Free vibrations of elastically embedded stocky single-walled carbon nanotubes acted upon by a longitudinally varying magnetic field

The mechanical properties of nano-scaled composites reinforced by carbon nanotubes are enhanced by application of appropriate magnetic fields, however, little is known on the free dynamic response of the magnetically affected stocky single-walled carbon nanotubes (SWCNTs) with elastic supports. Using nonlocal Rayleigh, Timoshenko, and higher-order beam theory, the equations of free transverse vibration of elastically embedded SWCNTs subjected to a longitudinally varying magnetic field are obtained. Since finding an analytical solution to the equations of motion is a very difficult task, an efficient meshless method is proposed.
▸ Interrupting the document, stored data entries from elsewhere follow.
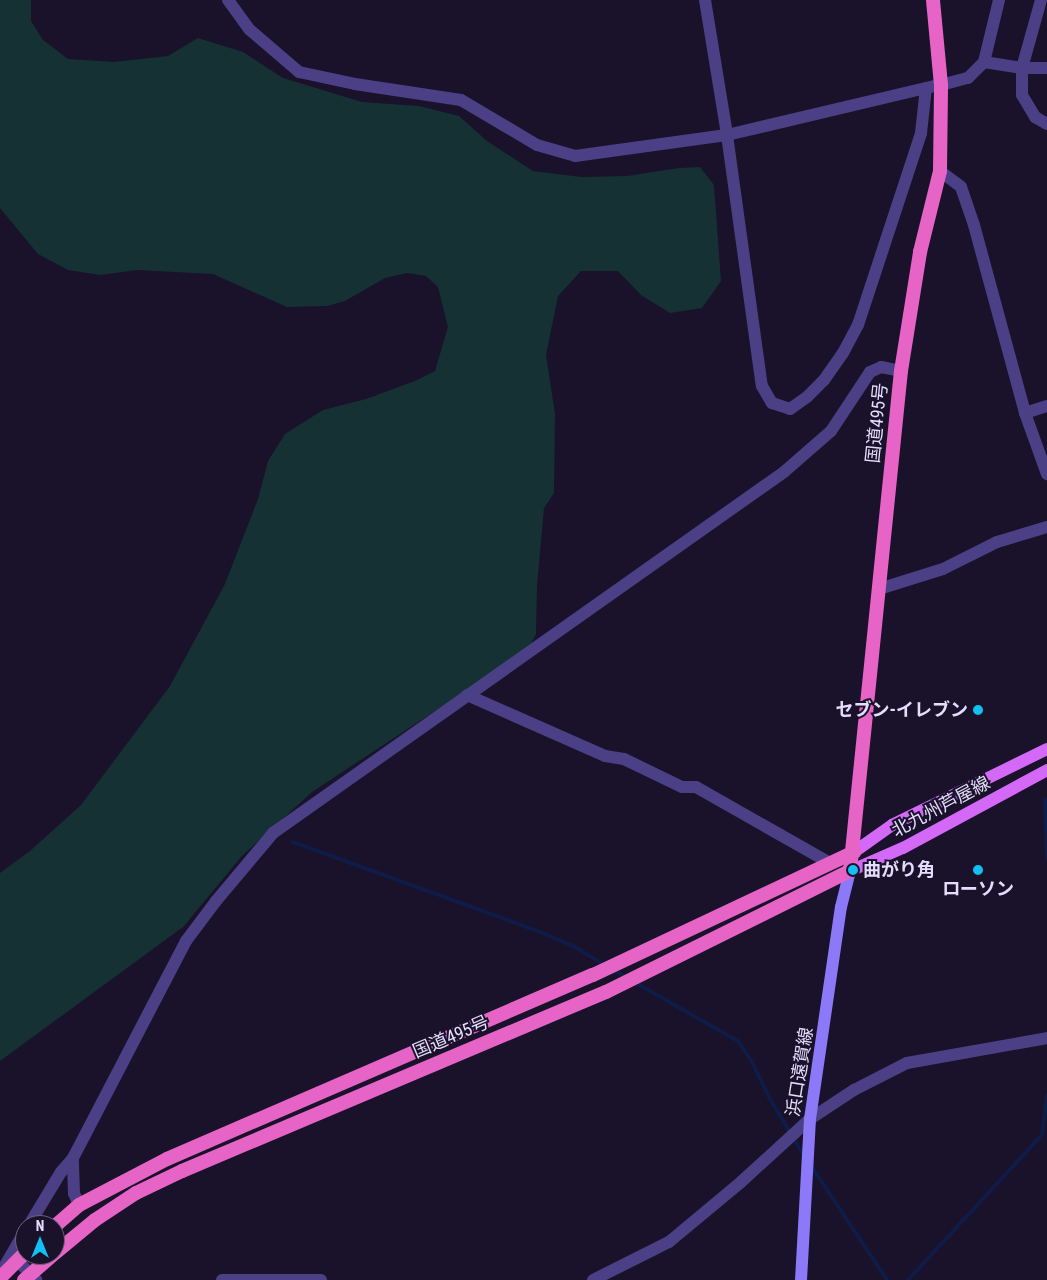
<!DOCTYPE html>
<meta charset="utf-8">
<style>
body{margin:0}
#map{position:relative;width:1047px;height:1280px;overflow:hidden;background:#19122a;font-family:"Roboto Condensed","Noto Sans JP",sans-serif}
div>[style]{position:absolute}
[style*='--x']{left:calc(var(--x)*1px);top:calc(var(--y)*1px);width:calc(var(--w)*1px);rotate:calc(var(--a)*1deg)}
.green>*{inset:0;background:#153134}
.stream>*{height:4px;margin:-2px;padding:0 2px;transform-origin:2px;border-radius:2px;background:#0e1c47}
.minor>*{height:12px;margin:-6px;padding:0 6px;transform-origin:6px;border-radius:6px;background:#4b4086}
.tertiary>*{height:12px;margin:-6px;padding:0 6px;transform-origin:6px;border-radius:6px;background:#4b4086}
.secondary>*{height:12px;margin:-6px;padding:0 6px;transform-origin:6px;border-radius:6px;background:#8c79f8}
.primary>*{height:12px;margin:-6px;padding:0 6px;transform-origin:6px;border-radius:6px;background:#d469f8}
.trunk>*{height:14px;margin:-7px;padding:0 7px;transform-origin:7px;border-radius:7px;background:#e664c6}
.dots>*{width:14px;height:14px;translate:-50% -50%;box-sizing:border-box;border:2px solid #19122a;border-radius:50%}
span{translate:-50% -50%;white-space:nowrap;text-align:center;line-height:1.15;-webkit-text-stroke:4px #19122a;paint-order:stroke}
.street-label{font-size:18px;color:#e5ddfd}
.poi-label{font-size:18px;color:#e5ddfd;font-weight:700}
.right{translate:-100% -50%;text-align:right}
.left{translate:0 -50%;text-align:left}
.north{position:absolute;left:15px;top:1215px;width:50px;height:50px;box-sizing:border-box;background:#19122a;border:1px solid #6b637e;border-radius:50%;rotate:0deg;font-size:14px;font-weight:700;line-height:20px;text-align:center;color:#e5ddfd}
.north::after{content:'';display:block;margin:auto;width:18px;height:22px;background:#13c0f3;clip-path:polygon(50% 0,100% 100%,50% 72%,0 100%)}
</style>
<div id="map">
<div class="green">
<div style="clip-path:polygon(0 0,31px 0,31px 21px,43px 40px,68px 59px,114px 62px,168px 56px,198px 38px,243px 52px,283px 78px,362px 102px,419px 106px,459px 116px,487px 141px,533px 171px,581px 177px,627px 176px,679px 168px,700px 167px,714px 185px,721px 281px,702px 308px,670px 313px,641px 295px,618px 271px,581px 271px,558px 296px,546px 355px,555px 414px,554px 493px,544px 508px,537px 586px,536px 634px,528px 650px,312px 792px,242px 856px,183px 927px,0 1061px,0 873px,30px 851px,81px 805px,170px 686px,225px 584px,258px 499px,268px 461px,285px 434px,323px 410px,366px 399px,415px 381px,435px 371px,448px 327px,438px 287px,426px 276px,407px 273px,385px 278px,345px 301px,327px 306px,287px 307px,213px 274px,137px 270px,100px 275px,68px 270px,38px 254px,0 208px)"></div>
</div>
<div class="stream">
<div style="--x:1045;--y:799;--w:59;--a:88.1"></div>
<div style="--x:293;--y:842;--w:263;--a:20"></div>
<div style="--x:540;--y:932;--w:36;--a:23"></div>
<div style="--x:573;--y:946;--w:39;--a:31"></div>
<div style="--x:612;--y:969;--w:18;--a:29"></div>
<div style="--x:634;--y:982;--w:120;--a:29.6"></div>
<div style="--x:738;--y:1041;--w:25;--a:56"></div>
<div style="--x:752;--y:1062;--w:39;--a:64"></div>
<div style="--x:769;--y:1097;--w:69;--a:59.3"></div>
<div style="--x:811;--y:1166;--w:137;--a:56.3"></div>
<div style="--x:908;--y:1280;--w:197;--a:-47.3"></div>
<div style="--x:1042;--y:1135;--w:40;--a:-82.9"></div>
</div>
<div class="minor">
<div style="--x:228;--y:0;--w:37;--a:54"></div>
<div style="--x:250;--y:30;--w:65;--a:40.6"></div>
<div style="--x:299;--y:72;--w:57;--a:12.1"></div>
<div style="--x:355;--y:84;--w:107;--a:8.6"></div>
<div style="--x:461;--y:100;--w:88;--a:30.6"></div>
<div style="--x:537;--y:145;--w:40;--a:16"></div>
<div style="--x:575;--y:156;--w:153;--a:-7.9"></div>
<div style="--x:727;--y:135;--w:213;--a:-13.3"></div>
<div style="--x:705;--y:0;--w:137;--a:80.7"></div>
<div style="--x:727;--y:135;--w:253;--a:82.1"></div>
<div style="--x:762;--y:386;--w:20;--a:60"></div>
<div style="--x:772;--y:403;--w:19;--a:18"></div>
<div style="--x:790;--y:409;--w:21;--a:-35"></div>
<div style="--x:807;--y:397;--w:24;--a:-45"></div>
<div style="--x:824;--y:380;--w:33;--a:-55"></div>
<div style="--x:843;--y:353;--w:32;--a:-62"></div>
<div style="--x:858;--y:325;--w:202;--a:-71.8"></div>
<div style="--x:921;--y:133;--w:45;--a:-83.7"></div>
<div style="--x:1041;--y:0;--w:71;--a:105.6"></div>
<div style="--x:1022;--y:68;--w:27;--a:90"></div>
<div style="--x:1022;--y:95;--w:26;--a:59"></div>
<div style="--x:1035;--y:117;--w:14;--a:30"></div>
<div style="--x:984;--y:62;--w:38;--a:9"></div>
<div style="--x:1022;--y:68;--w:25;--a:0"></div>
<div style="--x:940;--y:171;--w:26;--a:37"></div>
<div style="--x:961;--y:187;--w:40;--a:71.1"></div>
<div style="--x:974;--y:225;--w:195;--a:74.8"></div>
<div style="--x:1025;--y:413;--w:65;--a:70.2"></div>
<div style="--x:1025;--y:413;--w:23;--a:-18"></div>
<div style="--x:879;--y:589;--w:67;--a:-17.4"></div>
<div style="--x:943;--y:569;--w:60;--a:-26.6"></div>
<div style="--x:997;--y:542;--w:52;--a:-16.7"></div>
<div style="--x:467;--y:695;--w:151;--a:23.8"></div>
<div style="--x:605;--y:756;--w:19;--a:9"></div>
<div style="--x:624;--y:759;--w:64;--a:25.8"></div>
<div style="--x:682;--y:787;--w:14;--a:0"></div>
<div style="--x:696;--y:787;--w:154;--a:29.6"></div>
<div style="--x:17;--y:1260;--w:28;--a:46"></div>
<div style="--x:222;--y:1280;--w:99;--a:0"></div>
<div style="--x:593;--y:1280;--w:85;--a:-26.6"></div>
<div style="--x:669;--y:1242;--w:94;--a:-39.8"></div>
<div style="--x:741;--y:1182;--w:93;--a:-42.4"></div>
<div style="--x:810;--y:1119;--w:53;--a:-33.4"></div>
<div style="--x:854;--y:1090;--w:59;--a:-27"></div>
<div style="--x:907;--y:1063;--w:142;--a:-10.1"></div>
</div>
<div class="tertiary">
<div style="--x:941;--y:85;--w:28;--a:-15"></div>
<div style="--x:968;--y:78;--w:23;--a:-45"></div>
<div style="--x:984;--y:62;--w:64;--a:-76.4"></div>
<div style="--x:79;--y:1205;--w:13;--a:-113"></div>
<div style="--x:74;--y:1193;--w:35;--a:-92"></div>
<div style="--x:73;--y:1158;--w:245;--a:-62.5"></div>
<div style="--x:186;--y:941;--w:50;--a:-53.1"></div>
<div style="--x:216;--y:901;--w:89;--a:-50"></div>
<div style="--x:273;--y:833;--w:626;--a:-35.24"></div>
<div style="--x:784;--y:472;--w:62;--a:-41.1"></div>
<div style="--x:831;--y:431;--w:71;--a:-56.5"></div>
<div style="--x:870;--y:372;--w:12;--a:-24"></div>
<div style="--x:881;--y:367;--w:20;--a:11"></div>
<div style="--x:29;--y:1225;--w:62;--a:-58.9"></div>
<div style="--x:61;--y:1172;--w:18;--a:-49"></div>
<div style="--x:0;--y:1274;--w:50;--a:-59.8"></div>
</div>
<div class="secondary">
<div style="--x:801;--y:1280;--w:161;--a:-86.8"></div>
<div style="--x:810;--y:1119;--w:214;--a:-81.7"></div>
<div style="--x:841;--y:907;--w:37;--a:-76"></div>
</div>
<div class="primary">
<div style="--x:854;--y:852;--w:47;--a:-35.4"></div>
<div style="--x:892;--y:825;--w:173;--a:-26.1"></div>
<div style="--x:850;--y:871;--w:58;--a:-23.5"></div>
<div style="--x:903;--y:848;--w:164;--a:-28.4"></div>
</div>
<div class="trunk">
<div style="--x:55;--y:1226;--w:32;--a:-41"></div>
<div style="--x:79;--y:1205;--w:99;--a:-27.6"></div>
<div style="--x:167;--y:1159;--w:464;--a:-23.4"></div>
<div style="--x:593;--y:975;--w:289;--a:-25.2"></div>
<div style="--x:55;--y:1253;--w:52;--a:-39.5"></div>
<div style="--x:95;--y:1220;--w:49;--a:-33.4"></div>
<div style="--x:136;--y:1193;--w:51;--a:-25.6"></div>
<div style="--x:182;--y:1171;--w:460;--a:-22.9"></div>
<div style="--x:606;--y:992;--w:272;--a:-26.4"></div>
<div style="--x:850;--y:871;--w:503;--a:-84.18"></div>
<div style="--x:901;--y:371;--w:121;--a:-80.9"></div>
<div style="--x:920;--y:252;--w:83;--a:-76.1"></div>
<div style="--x:940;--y:171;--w:86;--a:-89.3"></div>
<div style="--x:941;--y:85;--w:85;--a:-95.4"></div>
<div style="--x:0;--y:1278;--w:35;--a:-45"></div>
<div style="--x:24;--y:1280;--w:38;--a:-41"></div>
</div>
<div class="dots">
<div style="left:978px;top:710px;background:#13c0f3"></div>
<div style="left:853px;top:870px;background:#13c0f3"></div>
<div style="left:978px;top:870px;background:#13c0f3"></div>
</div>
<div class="street-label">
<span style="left:877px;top:423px;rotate:-84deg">国道495号</span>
<span style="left:941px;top:807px;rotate:-28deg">北九州芦屋線</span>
<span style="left:451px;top:1037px;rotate:-23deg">国道495号</span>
<span style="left:800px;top:1072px;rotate:-81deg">浜口遠賀線</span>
</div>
<div class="poi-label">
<span class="right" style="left:968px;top:710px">セブン-イレブン</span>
<span class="left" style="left:863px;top:870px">曲がり角</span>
<span style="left:978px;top:889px">ローソン</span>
</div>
<div class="north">N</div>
</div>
The frequencies of the magnetically affected stocky SWCNTs are evaluated for different boundary conditions. The convergence checks of the proposed numerical models are carried out. In a special case, the obtained results are also compared with those of assumed mode method, and a reasonably good agreement is achieved. Subsequently, the roles of the slenderness ratio of the SWCNT, small-scale parameter, strength of the magnetic field, lateral and rotational interactions of the SWCNT with its surrounding medium on the fundamental frequency are addressed in some detail. The capabilities of the proposed models in capturing the frequencies of the magnetically affected nanostructure are also comprehensively investigated.